Before investing I checked the details of the company with the Financial Services Authority. I went on the website and checked out the Canadian Dam which was generating the Carbon Credits and it all seemed legitimate. Nothing was saying that the scheme was doomed to failure. I received certificates and paperwork which all seemed to check out. But there was still this niggle at the back of my mind, the potential gain seemed to be too good and so it has turned out to be. When I declined to invest further, my financial Godfather disappeared from the scene taking my money. It appears just to have been a clever scam aimed at reeling in the greedy.
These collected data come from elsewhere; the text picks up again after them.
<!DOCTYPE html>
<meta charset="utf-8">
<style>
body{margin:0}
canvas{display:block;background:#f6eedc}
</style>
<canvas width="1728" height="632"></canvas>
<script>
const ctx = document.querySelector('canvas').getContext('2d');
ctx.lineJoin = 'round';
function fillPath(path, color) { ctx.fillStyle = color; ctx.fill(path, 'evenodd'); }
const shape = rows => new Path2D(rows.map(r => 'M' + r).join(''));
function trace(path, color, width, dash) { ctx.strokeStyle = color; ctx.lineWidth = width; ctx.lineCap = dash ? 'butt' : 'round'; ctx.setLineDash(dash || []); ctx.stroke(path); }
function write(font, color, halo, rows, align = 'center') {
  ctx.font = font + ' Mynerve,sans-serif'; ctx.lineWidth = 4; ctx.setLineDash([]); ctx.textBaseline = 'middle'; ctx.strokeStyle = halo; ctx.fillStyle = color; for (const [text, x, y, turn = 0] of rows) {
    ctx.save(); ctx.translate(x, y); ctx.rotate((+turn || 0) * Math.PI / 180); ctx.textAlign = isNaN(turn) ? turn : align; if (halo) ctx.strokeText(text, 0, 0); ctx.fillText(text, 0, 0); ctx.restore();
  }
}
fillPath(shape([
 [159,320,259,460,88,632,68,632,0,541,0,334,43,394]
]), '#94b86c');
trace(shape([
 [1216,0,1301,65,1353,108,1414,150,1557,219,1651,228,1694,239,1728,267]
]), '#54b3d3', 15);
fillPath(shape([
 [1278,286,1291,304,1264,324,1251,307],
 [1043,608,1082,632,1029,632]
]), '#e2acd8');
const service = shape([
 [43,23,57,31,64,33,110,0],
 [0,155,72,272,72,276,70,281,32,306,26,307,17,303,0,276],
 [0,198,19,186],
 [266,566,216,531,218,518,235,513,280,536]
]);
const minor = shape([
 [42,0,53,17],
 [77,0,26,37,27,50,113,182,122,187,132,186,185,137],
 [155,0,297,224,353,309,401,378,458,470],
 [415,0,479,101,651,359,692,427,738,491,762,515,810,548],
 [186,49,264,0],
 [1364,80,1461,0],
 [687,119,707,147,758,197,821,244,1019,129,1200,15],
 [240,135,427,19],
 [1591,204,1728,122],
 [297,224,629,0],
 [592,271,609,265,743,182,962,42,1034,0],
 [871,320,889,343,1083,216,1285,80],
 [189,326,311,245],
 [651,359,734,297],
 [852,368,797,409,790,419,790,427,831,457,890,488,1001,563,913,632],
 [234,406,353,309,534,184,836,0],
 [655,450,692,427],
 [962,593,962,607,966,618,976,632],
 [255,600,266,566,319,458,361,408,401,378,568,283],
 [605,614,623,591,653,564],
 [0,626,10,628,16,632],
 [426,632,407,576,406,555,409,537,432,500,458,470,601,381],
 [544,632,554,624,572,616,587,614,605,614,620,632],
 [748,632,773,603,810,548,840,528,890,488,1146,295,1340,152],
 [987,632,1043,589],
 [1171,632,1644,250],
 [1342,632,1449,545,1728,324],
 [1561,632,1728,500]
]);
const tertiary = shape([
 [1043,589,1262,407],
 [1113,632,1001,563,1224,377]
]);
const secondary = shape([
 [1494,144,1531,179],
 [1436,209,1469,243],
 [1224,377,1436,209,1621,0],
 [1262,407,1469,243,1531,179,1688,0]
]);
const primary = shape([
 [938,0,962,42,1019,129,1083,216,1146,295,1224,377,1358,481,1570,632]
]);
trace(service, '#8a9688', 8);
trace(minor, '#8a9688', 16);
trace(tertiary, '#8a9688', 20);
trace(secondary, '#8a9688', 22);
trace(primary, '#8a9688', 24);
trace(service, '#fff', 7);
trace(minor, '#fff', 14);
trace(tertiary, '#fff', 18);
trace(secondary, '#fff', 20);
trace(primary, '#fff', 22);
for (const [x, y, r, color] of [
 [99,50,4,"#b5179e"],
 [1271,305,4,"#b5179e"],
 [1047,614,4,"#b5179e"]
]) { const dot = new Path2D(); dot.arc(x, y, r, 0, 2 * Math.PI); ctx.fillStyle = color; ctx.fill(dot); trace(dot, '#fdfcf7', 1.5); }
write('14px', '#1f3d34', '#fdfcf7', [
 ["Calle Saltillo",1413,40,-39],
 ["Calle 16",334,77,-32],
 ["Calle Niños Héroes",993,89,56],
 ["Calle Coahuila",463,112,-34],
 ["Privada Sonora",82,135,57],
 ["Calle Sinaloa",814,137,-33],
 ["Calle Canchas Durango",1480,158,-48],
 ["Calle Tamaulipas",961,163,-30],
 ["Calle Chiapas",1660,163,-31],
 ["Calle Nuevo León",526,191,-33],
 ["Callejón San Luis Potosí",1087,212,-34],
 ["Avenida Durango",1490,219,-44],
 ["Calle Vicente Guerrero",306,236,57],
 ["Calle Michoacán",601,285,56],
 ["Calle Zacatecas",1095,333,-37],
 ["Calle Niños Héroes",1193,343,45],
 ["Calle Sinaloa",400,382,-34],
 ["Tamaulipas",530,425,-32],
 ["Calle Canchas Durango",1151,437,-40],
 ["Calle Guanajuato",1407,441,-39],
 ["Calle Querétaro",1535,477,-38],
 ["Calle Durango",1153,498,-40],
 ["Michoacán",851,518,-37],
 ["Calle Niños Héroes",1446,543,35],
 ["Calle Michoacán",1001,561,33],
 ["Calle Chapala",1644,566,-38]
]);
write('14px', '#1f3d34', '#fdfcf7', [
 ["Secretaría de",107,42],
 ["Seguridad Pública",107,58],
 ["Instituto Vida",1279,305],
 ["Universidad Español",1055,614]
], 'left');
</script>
On the subject of Exchange Traded Funds (ETFs), I have always had an interest in this area of investment but to date I have not got involved. I have always thought that they were too volatile and risky for my peace of mind. Yet, we report and monitor them in our Saltydog numbers so I can buy and sell using up to date current information. ETFs are also transparent, tradeable, secure and highly regulated. So from now on I am going to turn over a new leaf. When the telephone rings and the urge comes upon me, I shall say to the man from Dubai or Singapore, words to the effect of, no thank you. In the future, I am going to get my thrills, kicks and sleepless nights from trading using ETFs. I just must remember that in the sport of fishing it never comes out well for the bait.